* **BRIEF**
Each entry is to be retyped exactly as it appears. Leave the images out.

* **SOURCE DATA**
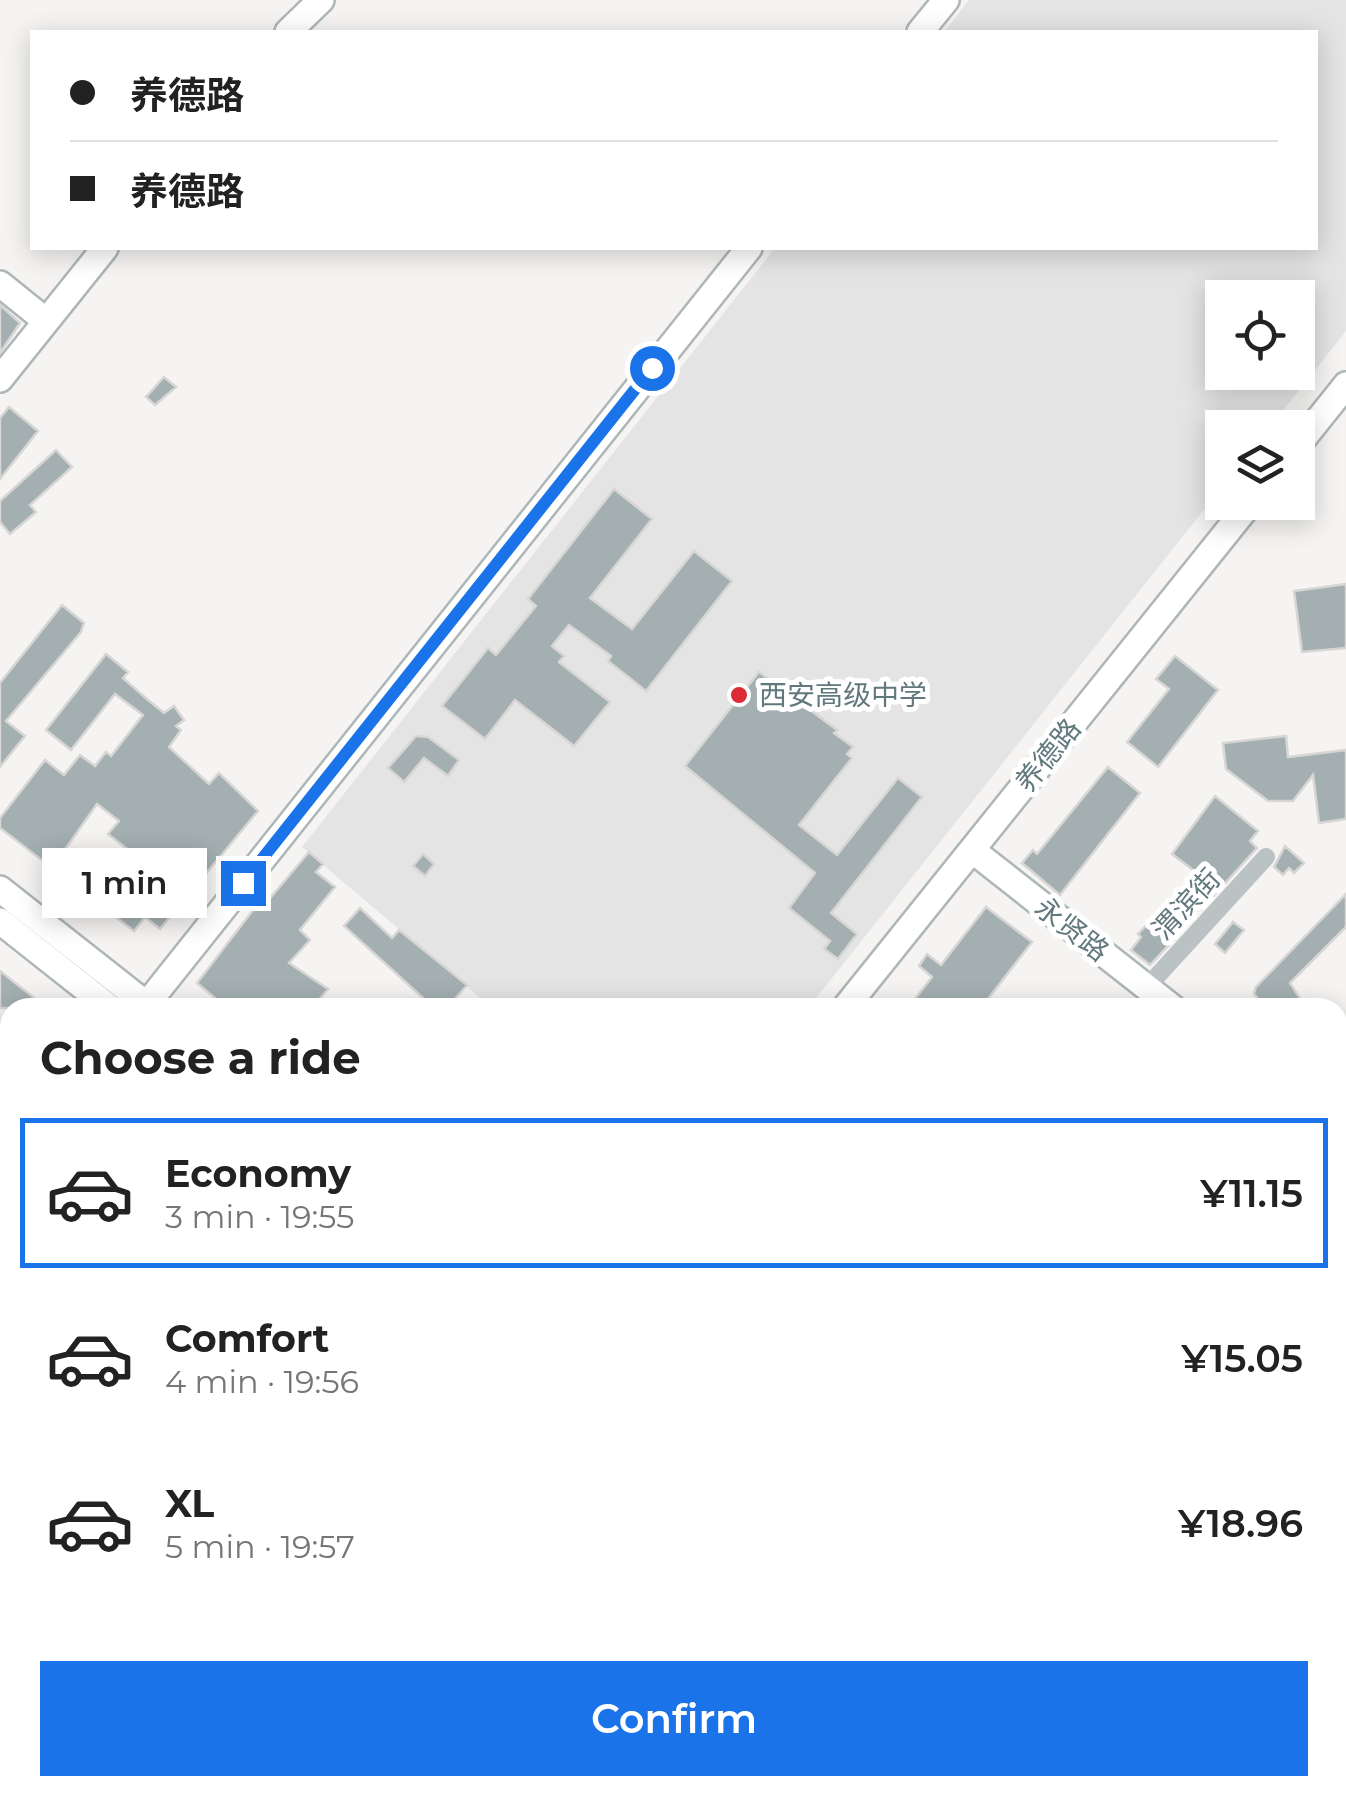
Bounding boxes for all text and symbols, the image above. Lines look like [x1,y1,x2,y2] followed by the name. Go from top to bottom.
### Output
[130,72,244,119] text: 养德路
[130,168,244,215] text: 养德路
[1205,280,1315,520] map controls
[1205,280,1315,390] button: locate
[630,346,675,391] route start
[1205,410,1315,520] button: layers
[759,678,927,712] place label: 西安高级中学
[728,684,750,706] marker: 西安高级中学
[1008,712,1088,798] street label: 养德路
[43,848,208,918] callout: 1 min
[221,861,266,906] route end
[1145,862,1227,946] street label: 渭滨街
[82,863,167,902] text: 1 min
[1028,890,1116,968] street label: 永贤路
[40,1030,361,1085] text: Choose a ride
[45,1148,135,1238] icon: car
[165,1150,351,1197] text: Economy
[1200,1170,1303,1217] text: ¥11.15
[165,1197,354,1236] text: 3 min · 19:55
[45,1313,135,1403] icon: car
[165,1315,329,1362] text: Comfort
[1181,1335,1303,1382] text: ¥15.05
[165,1362,359,1401] text: 4 min · 19:56
[45,1478,135,1568] icon: car
[165,1480,214,1527] text: XL
[1178,1500,1303,1547] text: ¥18.96
[165,1527,355,1566] text: 5 min · 19:57
[40,1661,1308,1776] button: Confirm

* **TASK ANSWER**
Bounding boxes for all text and symbols, the image above. Lines look like [x1,y1,x2,y2] followed by the name. Go from top to bottom.
### Output
[130,72,244,119] text: 养德路
[130,168,244,215] text: 养德路
[1205,280,1315,520] map controls
[1205,280,1315,390] button: locate
[630,346,675,391] route start
[1205,410,1315,520] button: layers
[759,678,927,712] place label: 西安高级中学
[728,684,750,706] marker: 西安高级中学
[1008,712,1088,798] street label: 养德路
[43,848,208,918] callout: 1 min
[221,861,266,906] route end
[1145,862,1227,946] street label: 渭滨街
[82,863,167,902] text: 1 min
[1028,890,1116,968] street label: 永贤路
[40,1030,361,1085] text: Choose a ride
[45,1148,135,1238] icon: car
[165,1150,351,1197] text: Economy
[1200,1170,1303,1217] text: ¥11.15
[165,1197,354,1236] text: 3 min · 19:55
[45,1313,135,1403] icon: car
[165,1315,329,1362] text: Comfort
[1181,1335,1303,1382] text: ¥15.05
[165,1362,359,1401] text: 4 min · 19:56
[45,1478,135,1568] icon: car
[165,1480,214,1527] text: XL
[1178,1500,1303,1547] text: ¥18.96
[165,1527,355,1566] text: 5 min · 19:57
[40,1661,1308,1776] button: Confirm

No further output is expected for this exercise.